EXERCISE OBJECTIVE> From the data below, please reproduce exactly everything from the line that contains "height:4.5px; margin:-2.25px; padding:0" down to the line that contains "filter:drop-shadow(0 0 2px", with both ends included.

INFORMATION SHOWN>

------------------------------

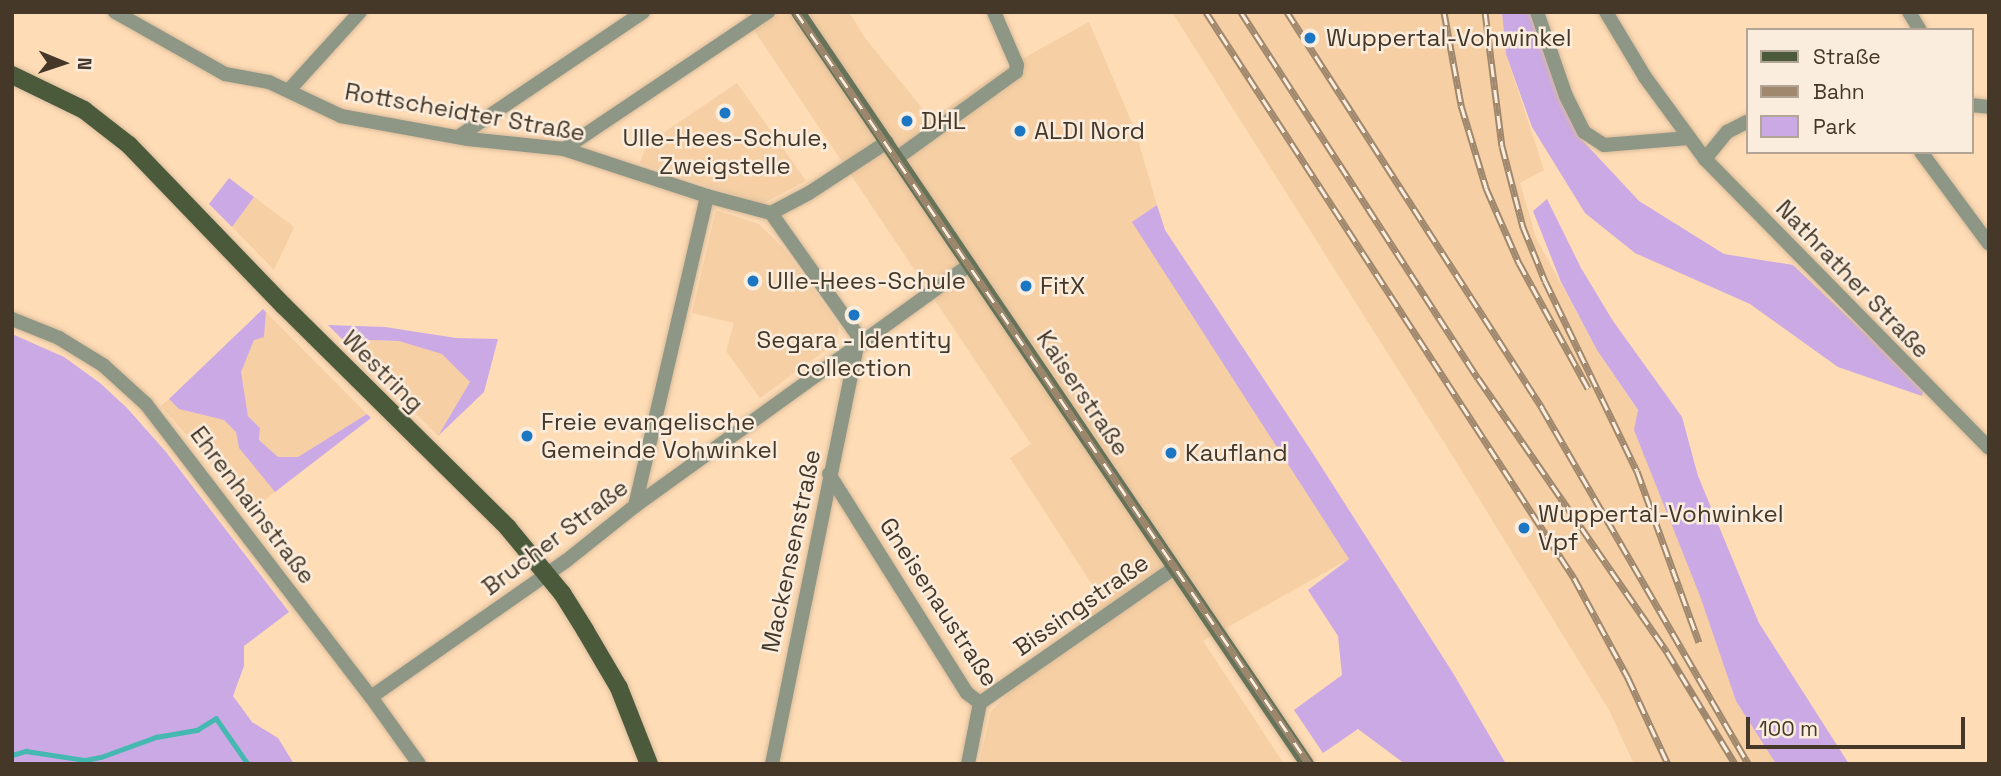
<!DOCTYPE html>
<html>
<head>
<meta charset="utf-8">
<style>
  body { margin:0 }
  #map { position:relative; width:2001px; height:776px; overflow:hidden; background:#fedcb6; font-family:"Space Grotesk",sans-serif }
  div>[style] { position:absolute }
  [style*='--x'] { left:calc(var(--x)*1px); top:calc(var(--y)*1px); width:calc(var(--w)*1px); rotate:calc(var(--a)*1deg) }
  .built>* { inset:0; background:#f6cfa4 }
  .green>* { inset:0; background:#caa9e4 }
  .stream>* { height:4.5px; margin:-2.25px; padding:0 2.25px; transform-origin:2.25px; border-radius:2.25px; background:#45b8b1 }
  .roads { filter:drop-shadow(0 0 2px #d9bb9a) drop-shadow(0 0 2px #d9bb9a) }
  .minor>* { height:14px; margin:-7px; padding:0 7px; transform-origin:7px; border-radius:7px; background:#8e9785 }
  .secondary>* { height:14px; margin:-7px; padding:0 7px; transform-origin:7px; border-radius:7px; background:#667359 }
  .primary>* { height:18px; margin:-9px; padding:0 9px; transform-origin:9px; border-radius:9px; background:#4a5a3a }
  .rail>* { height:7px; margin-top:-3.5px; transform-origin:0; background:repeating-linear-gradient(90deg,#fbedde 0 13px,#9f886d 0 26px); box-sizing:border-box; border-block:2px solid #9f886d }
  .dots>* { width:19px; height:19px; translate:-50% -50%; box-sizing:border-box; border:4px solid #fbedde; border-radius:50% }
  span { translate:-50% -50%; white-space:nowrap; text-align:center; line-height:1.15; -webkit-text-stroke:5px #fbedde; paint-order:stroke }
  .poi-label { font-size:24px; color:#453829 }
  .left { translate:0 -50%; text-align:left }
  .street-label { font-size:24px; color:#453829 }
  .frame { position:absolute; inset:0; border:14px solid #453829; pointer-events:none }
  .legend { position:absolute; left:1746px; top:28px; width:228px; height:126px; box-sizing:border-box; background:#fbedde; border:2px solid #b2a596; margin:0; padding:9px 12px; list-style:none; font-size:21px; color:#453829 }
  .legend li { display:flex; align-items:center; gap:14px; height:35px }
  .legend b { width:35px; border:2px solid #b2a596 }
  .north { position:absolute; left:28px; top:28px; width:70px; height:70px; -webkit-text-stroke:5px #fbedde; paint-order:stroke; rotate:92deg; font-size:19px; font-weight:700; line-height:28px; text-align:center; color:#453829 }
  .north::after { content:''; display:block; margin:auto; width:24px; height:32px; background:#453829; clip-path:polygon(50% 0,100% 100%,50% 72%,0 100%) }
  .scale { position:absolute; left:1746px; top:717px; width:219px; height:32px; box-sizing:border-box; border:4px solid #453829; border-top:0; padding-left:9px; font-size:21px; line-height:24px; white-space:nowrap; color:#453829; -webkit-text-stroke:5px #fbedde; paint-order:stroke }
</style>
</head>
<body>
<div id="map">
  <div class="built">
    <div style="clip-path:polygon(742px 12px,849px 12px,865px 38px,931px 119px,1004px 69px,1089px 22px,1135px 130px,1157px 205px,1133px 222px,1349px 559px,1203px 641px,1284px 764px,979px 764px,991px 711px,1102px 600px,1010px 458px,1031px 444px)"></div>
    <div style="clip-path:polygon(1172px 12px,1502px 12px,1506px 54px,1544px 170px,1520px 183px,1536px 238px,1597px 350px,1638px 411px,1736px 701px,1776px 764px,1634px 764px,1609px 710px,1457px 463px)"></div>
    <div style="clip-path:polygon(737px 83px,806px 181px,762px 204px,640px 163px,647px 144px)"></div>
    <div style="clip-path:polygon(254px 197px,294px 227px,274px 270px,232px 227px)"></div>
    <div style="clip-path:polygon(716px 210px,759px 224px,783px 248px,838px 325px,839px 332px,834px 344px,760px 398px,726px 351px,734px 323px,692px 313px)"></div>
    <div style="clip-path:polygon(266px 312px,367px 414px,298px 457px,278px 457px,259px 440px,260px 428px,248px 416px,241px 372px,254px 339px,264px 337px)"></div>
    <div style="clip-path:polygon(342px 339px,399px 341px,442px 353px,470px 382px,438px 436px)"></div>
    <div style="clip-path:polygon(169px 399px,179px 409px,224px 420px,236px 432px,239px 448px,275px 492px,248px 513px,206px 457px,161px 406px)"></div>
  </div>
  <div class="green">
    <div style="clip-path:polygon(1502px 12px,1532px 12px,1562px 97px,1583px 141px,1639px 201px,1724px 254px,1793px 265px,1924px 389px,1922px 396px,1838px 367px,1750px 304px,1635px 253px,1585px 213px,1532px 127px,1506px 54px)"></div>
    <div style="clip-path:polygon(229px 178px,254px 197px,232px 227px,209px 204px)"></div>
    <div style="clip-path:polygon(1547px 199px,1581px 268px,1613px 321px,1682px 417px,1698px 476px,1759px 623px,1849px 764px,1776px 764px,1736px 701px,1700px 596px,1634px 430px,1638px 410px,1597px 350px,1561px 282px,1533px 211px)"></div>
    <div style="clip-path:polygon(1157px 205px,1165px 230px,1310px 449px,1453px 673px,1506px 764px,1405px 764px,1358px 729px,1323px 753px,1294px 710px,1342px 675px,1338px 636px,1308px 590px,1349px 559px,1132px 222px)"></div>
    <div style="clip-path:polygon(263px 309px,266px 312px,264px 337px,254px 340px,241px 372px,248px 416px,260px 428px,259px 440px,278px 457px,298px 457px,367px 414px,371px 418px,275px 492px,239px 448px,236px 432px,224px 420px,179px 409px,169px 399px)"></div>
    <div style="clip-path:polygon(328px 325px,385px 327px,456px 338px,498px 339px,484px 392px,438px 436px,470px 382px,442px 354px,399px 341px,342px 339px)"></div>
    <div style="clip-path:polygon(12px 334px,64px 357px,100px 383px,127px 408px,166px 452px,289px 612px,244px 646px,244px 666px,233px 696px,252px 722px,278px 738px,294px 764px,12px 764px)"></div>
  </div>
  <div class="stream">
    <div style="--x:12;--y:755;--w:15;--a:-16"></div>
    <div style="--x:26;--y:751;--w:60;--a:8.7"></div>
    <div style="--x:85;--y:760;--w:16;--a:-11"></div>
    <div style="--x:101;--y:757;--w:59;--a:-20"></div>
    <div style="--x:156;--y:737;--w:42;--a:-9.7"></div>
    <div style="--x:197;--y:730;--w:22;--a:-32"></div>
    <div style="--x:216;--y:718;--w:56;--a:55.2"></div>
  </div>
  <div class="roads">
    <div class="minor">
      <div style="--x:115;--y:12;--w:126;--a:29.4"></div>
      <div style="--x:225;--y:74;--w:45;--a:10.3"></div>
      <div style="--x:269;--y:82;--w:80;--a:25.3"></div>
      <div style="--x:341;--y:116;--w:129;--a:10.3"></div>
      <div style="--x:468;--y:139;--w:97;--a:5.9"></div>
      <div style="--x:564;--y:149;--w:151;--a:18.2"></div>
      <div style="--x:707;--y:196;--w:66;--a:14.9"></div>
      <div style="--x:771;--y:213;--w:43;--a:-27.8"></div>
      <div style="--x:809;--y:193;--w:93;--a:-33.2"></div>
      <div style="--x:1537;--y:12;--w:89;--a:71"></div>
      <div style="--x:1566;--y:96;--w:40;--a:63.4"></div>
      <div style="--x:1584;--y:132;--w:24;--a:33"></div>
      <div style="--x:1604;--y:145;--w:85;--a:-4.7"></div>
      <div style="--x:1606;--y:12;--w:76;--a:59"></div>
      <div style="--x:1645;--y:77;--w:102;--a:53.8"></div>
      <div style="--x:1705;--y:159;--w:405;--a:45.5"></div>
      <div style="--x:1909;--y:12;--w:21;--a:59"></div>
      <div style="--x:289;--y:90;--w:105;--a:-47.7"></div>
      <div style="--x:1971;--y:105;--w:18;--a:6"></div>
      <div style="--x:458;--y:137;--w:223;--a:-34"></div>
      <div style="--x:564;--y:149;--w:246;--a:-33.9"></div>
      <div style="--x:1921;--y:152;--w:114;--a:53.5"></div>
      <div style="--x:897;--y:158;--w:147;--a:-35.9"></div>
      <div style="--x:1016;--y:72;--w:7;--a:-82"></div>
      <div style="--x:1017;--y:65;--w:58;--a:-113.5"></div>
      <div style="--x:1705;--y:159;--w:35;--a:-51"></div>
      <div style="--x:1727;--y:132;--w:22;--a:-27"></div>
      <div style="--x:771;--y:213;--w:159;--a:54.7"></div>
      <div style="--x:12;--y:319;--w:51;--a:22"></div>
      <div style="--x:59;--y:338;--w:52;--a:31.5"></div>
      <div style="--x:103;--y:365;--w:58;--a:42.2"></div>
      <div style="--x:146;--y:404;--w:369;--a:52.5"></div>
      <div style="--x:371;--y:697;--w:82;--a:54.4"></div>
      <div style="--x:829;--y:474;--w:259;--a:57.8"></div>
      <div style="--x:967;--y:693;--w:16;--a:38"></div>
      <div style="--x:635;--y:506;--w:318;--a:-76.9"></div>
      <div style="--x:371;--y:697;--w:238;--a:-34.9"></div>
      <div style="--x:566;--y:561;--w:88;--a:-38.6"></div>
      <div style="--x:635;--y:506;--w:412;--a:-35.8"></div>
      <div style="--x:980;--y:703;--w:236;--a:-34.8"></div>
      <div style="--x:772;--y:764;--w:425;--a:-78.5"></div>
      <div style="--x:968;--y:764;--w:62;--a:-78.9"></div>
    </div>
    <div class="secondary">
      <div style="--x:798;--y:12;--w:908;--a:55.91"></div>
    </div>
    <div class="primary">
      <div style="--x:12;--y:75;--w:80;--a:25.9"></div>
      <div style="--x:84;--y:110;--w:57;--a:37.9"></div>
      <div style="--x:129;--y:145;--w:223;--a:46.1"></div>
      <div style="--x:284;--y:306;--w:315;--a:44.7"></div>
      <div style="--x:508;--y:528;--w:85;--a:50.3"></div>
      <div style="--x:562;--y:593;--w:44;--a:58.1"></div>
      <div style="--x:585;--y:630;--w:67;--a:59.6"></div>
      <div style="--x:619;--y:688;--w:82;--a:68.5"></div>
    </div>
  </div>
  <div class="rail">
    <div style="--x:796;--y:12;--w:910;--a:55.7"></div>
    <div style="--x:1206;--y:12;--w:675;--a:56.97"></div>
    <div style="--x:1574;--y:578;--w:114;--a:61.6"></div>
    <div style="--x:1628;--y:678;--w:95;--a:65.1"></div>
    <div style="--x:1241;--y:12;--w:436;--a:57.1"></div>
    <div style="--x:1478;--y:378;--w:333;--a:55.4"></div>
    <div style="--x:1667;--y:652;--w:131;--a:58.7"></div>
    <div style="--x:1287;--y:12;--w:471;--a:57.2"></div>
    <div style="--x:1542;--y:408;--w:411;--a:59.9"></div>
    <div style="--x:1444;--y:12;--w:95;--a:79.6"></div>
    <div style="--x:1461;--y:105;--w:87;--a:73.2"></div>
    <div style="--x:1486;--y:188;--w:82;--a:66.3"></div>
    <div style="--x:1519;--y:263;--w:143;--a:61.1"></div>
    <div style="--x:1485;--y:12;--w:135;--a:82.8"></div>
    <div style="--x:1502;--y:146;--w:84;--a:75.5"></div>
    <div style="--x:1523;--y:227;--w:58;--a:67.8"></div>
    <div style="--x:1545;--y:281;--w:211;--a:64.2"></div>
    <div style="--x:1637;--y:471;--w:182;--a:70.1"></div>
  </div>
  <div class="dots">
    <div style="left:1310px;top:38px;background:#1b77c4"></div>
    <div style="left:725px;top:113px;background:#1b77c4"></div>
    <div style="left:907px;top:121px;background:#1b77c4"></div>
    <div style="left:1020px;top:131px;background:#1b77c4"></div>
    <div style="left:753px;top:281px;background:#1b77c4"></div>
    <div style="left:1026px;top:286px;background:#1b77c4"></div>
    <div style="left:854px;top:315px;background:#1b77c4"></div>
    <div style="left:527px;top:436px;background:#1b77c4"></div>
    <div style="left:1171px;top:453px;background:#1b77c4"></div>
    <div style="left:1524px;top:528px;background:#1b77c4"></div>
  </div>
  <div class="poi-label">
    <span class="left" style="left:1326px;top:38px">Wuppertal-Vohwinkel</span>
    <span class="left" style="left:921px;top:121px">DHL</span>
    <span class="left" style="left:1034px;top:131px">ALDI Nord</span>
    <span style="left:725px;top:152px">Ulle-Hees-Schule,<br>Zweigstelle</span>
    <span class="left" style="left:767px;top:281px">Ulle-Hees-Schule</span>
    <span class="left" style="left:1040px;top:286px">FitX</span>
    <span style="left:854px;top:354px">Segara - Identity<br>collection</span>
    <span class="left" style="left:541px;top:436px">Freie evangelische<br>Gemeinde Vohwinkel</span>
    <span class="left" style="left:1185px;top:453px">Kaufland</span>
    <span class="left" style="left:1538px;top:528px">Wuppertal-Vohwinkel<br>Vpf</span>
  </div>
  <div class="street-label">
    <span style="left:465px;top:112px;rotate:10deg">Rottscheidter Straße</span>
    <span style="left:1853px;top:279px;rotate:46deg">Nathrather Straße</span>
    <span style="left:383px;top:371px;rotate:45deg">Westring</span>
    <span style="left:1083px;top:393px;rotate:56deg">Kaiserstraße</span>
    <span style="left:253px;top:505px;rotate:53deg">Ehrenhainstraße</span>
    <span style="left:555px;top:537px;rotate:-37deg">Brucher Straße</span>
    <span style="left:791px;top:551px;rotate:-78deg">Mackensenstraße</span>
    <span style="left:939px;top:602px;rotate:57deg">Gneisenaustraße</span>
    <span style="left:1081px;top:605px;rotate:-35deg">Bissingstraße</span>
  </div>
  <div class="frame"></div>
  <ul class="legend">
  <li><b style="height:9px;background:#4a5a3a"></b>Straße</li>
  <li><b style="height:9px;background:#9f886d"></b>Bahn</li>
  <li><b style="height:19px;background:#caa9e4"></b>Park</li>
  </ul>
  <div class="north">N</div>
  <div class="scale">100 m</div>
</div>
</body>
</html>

------------------------------

SOLUTION>
  .stream>* { height:4.5px; margin:-2.25px; padding:0 2.25px; transform-origin:2.25px; border-radius:2.25px; background:#45b8b1 }
  .roads { filter:drop-shadow(0 0 2px #d9bb9a) drop-shadow(0 0 2px #d9bb9a) }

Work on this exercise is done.